LISTENING CONTEXT: bus stop, starring up at the crest with an old Packard logo in it waiting for a bus
Okay, I know that yesterday I said that the Monster Mash was isolating, but here's a shocking fact: the monsters are having fun. Despite their monstrosity, and the implicit social stigma attached to that, they seem to be getting along, mashing.... At the same time, the musicians on the record genuinely seem to be having fun too--it's a party record, and it sounds like a party! There are few party records I can think of that don't--it was 1962, Lesley Gore's bad time party records came the following year, and synthesizers were several years away. Party records underline the role of sociality in pop music. The lyrics bring that home. Even if Leon Russell's piano sounds like its having it's own little party in a closet somewhere, away from the rhythm section, and everything is super compartmentalized on the recording--and parties often involved stuffing Leon Russell in a closet.

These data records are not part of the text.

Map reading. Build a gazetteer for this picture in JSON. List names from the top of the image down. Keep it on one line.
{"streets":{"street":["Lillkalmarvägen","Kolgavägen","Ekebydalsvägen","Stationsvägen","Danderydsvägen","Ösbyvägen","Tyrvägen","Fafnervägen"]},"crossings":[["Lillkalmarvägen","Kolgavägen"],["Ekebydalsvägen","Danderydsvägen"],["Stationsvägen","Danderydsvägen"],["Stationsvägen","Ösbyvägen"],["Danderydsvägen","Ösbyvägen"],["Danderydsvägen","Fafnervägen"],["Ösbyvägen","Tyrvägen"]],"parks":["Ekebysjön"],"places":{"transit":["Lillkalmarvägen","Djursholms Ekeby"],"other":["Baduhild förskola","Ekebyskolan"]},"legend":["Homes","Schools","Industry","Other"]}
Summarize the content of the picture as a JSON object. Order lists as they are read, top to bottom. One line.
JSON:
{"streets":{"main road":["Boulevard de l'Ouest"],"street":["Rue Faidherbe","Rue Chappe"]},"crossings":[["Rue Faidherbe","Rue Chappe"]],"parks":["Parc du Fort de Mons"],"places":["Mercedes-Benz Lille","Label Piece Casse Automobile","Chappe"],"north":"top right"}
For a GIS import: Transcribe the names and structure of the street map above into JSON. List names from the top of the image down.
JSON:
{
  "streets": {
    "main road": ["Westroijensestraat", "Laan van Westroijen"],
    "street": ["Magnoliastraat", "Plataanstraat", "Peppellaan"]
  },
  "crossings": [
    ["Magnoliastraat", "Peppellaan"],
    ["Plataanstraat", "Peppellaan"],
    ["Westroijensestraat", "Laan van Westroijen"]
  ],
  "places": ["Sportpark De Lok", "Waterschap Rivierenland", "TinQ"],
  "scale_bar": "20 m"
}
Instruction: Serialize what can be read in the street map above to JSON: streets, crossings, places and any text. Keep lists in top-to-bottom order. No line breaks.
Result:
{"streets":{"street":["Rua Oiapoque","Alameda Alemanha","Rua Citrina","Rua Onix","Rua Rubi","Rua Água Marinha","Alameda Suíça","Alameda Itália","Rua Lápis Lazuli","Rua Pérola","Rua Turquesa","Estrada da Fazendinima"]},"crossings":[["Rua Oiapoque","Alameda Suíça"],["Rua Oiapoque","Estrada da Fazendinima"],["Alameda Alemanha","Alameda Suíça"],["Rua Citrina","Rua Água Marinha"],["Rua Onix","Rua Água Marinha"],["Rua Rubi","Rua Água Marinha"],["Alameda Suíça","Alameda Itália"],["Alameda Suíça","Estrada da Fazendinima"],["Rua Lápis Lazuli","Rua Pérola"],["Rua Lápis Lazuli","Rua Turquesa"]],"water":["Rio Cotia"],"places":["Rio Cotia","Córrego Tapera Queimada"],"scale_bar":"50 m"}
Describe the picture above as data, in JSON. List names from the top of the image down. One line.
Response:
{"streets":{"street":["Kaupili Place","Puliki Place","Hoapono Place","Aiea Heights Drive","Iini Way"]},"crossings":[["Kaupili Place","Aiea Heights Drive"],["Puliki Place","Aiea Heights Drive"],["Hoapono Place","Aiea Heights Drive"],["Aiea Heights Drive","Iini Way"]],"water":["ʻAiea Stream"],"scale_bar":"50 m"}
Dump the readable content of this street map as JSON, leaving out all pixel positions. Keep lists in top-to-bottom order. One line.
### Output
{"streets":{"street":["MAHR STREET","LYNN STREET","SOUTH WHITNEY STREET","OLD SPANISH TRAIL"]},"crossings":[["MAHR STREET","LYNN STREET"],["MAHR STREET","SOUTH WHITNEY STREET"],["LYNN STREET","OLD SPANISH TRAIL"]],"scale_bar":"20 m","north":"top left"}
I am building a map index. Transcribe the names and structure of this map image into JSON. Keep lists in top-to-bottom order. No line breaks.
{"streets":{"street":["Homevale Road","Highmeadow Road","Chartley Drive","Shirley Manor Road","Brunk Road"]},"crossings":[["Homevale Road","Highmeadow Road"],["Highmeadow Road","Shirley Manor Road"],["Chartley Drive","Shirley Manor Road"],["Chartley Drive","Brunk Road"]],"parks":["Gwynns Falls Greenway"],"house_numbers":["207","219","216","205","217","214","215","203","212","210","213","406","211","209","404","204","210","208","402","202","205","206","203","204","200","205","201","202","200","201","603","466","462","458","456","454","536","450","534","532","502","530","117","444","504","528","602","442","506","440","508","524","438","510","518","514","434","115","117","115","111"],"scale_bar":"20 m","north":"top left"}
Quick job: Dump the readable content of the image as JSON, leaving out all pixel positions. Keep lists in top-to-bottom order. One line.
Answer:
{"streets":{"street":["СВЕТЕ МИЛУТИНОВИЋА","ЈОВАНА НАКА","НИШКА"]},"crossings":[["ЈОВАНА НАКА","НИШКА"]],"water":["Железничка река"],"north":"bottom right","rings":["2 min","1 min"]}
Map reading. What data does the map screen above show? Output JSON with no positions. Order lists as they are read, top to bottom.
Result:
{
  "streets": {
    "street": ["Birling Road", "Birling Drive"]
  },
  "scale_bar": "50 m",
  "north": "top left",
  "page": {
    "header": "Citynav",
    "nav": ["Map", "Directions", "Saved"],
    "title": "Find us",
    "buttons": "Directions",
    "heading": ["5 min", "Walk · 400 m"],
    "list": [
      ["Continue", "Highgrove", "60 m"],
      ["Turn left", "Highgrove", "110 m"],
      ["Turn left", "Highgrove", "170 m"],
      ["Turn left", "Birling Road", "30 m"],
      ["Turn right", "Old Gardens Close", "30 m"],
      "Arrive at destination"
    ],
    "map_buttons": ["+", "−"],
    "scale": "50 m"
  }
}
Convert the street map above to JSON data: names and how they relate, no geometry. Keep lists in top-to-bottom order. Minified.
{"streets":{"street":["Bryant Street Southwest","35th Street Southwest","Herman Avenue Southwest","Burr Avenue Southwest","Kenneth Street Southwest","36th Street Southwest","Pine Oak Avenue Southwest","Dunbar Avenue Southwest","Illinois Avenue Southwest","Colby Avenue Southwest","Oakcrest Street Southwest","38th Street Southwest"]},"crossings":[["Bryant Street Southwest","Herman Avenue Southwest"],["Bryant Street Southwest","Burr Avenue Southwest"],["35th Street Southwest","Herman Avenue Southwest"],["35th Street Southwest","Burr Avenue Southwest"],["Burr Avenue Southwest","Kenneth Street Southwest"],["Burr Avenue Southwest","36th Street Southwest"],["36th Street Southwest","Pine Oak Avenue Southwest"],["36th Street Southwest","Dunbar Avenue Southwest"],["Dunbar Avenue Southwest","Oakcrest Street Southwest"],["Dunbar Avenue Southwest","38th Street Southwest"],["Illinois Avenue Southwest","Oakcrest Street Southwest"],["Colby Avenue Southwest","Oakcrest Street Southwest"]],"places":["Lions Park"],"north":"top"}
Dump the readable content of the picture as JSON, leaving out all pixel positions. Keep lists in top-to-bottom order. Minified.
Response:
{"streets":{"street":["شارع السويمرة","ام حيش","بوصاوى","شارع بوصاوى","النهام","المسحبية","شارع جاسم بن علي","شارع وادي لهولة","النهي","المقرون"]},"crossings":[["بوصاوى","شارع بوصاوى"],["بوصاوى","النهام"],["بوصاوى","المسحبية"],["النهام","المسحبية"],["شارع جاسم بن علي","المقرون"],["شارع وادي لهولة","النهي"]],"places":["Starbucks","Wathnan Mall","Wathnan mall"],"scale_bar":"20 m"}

As I was listening to it, I thought about another great dance party record (and one I'd listened to a few minutes earlier): Quarter to Three by Gary US Bonds. The record sounds like a party was happening in the studio, and I think part of the genre's appeal is in conveying that sense of partiness. His New Orleans is another great example. Which, as I've been learning recently ties into the fun of actually playing music with other people. Which is a social phenomena. However, it also explains, going back to yesterday, why listening to other people's good time together can be so isolatin' when you're walking through Westmount.
Also, whatever became of Packard cars?